I joked with my publisher that, bar any new characters coming along and upsetting things, I should have the final draft in by our agreed deadline. Well guess what? A new character came along! Well, not entirely new, but she was minor at best. All of a sudden, she has loads to say and to my amazement, lifts the whole story an extra notch. How did this happen?! I often find myself writing about the creative process and how so much of what we do is fumbling in the dark, while equally holding on to the belief that we are being guided. The original idea takes a perilous journey through countless drafts and rewrites, and much of the final touches are finding your way back to where you started.
I also paint and the process is exactly the same. You have an idea in your head and from the moment you start putting that idea on the canvas/page, you are on a voyage to get back to that original idea. You get led astray, fall down rabbit holes, become distracted by plots, deceived by characters. The only way you can see the work clearly is to stand back from the canvas. That is when you realise that you’re lacking depth, or that you need more highlighting, or perhaps the balance of the piece is leading the eye in the wrong direction. So you get back in there; darken here, lighten there, until it’s time to step back again and repeat the process all over again.
When I first heard the phrase ‘Kill your darlings’, I thought I was going to have to bump off one of my favourite characters. Then I realised that it was those lines, paragraphs, or entire chapters that you have an irrational attachment to and can’t bear to cut, no matter how much they are dragging the rest of the story down. I’ve been revising the first three chapters (which are really crucial for capturing your reader’s attention) and paring back anything unnecessary. With each sweep, I’m losing more and more of the writing I thought was important, but turned out to be superfluous. My job at this point is to make it easy for the reader to slip into the story and want to continue reading.

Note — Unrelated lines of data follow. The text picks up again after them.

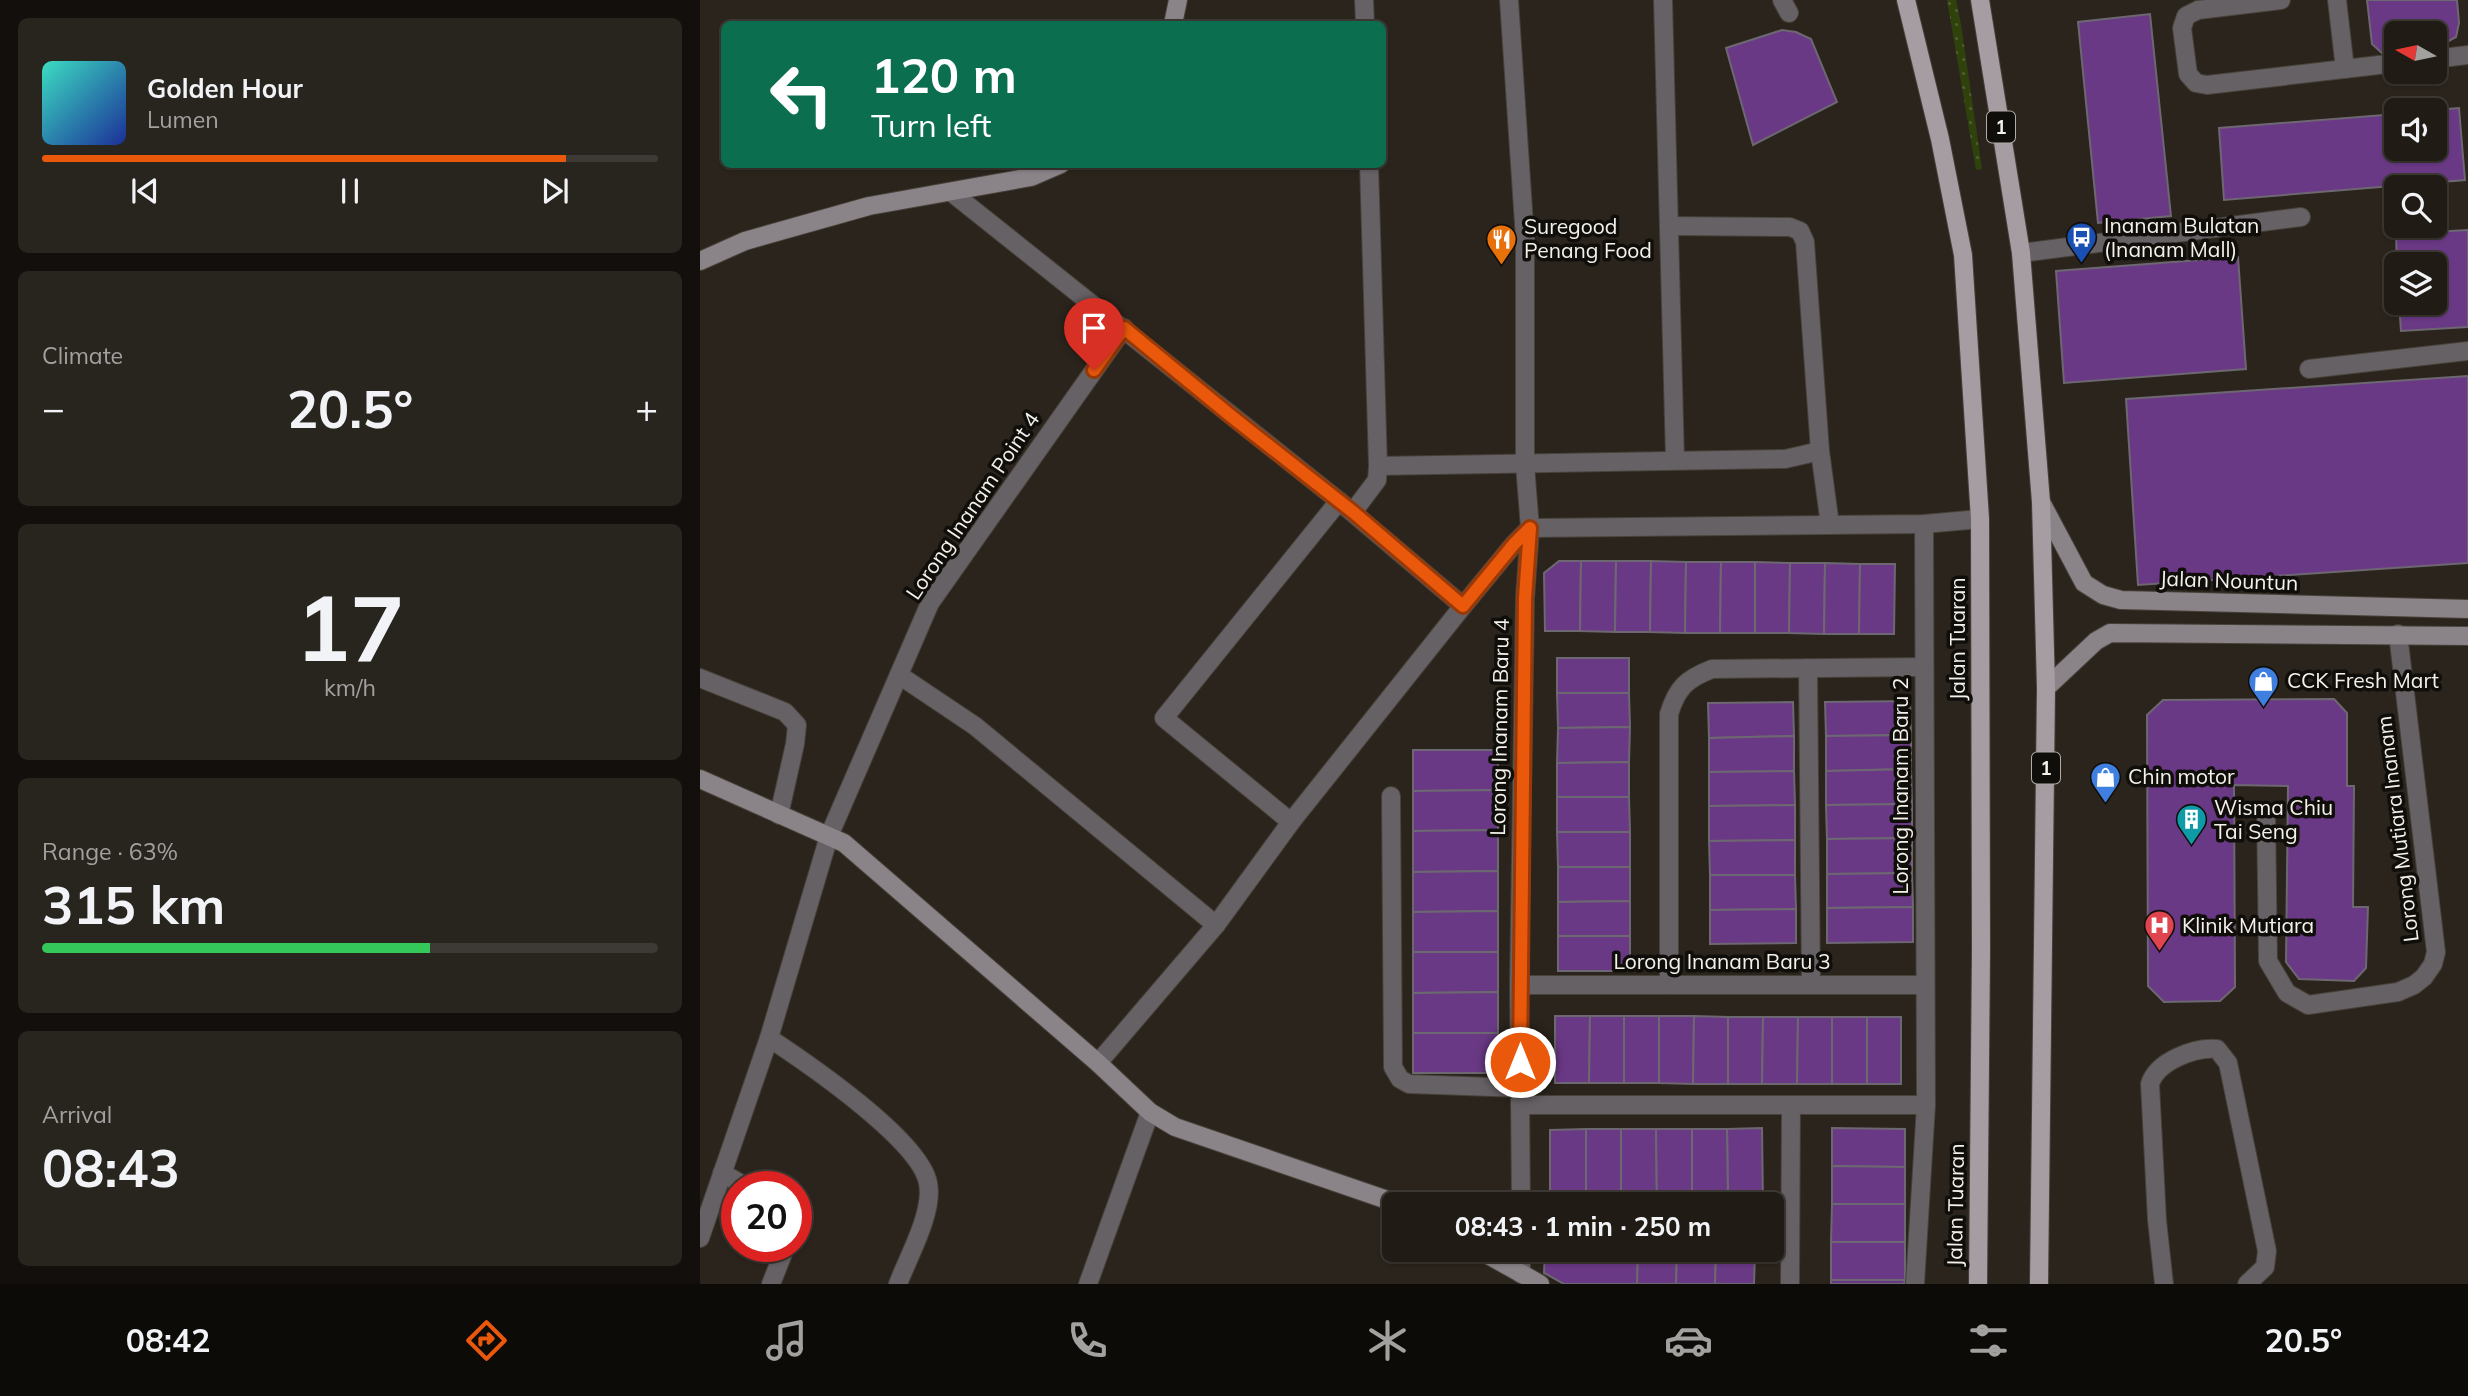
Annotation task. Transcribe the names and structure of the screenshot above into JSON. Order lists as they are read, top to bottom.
{
  "streets": {
    "main road": ["1", "Jalan Tuaran"],
    "street": [
      "Lorong Inanam Point 4",
      "Jalan Nountun",
      "Lorong Inanam Baru 4",
      "Lorong Inanam Baru 2",
      "Lorong Mutiara Inanam",
      "Lorong Inanam Baru 3"
    ]
  },
  "crossings": [
    ["1", "Jalan Nountun"],
    ["Lorong Inanam Baru 4", "Lorong Inanam Baru 3"],
    ["Lorong Inanam Baru 2", "Lorong Inanam Baru 3"]
  ],
  "places": {
    "bus stop": ["Inanam Bulatan (Inanam Mall)"],
    "restaurant": ["Suregood Penang Food"],
    "shop": ["CCK Fresh Mart", "Chin motor"],
    "building": ["Wisma Chiu Tai Seng"],
    "hospital": ["Klinik Mutiara"]
  },
  "north": "left",
  "page": {
    "turn": ["120 m", "Turn left"],
    "song": ["Golden Hour", "Lumen"],
    "tile": [
      "Climate",
      ["17", "km/h"],
      ["Range · 63%", "315 km"],
      ["Arrival", "08:43"]
    ],
    "heat": ["−", "20.5°", "+"],
    "limit": "20",
    "trip": "08:43 · 1 min · 250 m",
    "tabs": ["08:42", "20.5°"]
  }
}
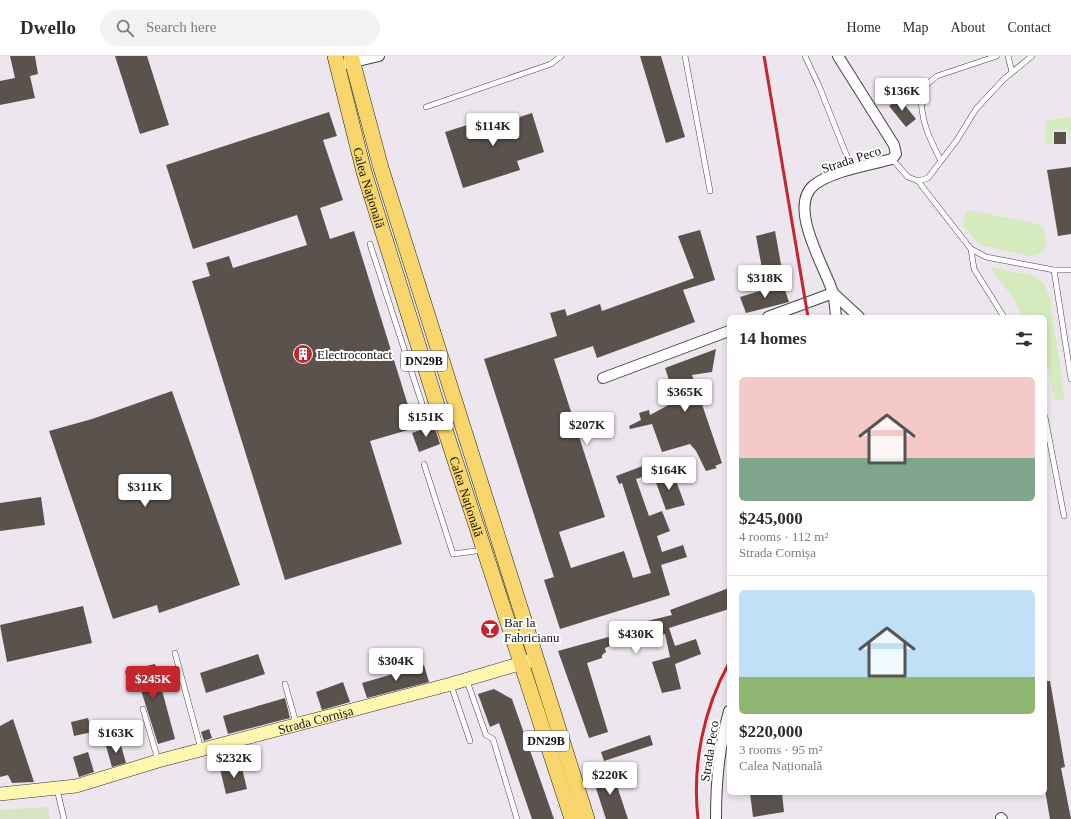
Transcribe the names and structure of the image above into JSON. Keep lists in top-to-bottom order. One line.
{"streets":{"main road":["Calea Națională","DN29B"],"street":["Strada Peco","Strada Cornișa"]},"crossings":[["Calea Națională","Strada Cornișa"]],"places":{"building":["Electrocontact"],"bar":["Bar la Fabricianu"]},"page":{"header":"Dwello","search":"Search here","nav":["Home","Map","About","Contact"],"price":["$136K","$114K","$318K","$365K","$151K","$207K","$164K","$311K","$430K","$304K","$245K","$163K","$232K","$220K"],"heading":"14 homes","list":[{"name":"$245,000","note":"4 rooms · 112 m² · Strada Cornișa"},{"name":"$220,000","note":"3 rooms · 95 m² · Calea Națională"}]}}
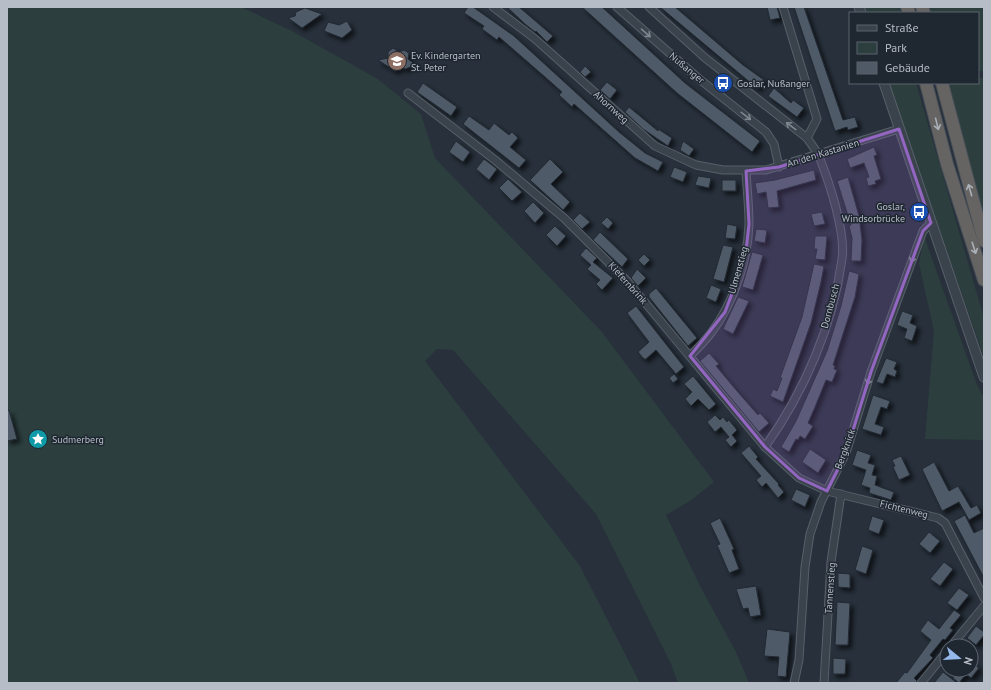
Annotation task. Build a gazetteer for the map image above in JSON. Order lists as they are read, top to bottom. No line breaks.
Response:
{"streets":{"street":["Nußanger","Ahornweg","An den Kastanien","Ulmenstieg","Kiefernbrink","Dornbusch","Bergknick","Fichtenweg","Tannenstieg"]},"crossings":[["Nußanger","An den Kastanien"],["Nußanger","Dornbusch"],["Ahornweg","An den Kastanien"],["Ahornweg","Ulmenstieg"],["An den Kastanien","Ulmenstieg"],["An den Kastanien","Dornbusch"],["Ulmenstieg","Kiefernbrink"],["Kiefernbrink","Dornbusch"],["Kiefernbrink","Bergknick"],["Kiefernbrink","Fichtenweg"],["Bergknick","Fichtenweg"],["Fichtenweg","Tannenstieg"]],"one_way":["Bergknick"],"places":{"school or university":["Ev. Kindergarten St. Peter"],"bus stop":["Goslar, Nußanger","Goslar, Windsorbrücke"],"place":["Sudmerberg"]},"legend":["Straße","Park","Gebäude"],"north":"right"}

So how do you know when you’re at the end? When you’ve given your novel all that you can? Is it when you can’t bear looking at it anymore? Or is it when you’ve pushed past that point and begun to see your novel as your future readers will?
George Saunders, author of Lincoln In The Bardo, wrote about this process in a recent article for The Guardian
You revise your reader up, in your imagination, with every pass. You keep saying to yourself: “No, she’s smarter than that. Don’t dishonour her with that lazy prose or that easy notion.”
And in revising your reader up, you revise yourself up too.
I wholeheartedly subscribe to Saunders’ idea of revising yourself up and never underestimating your audience or your ability. As Leonardo points out, there is never really complete satisfaction, but when you can walk away knowing that you’ve given more than you thought you could, that’s a good day’s work.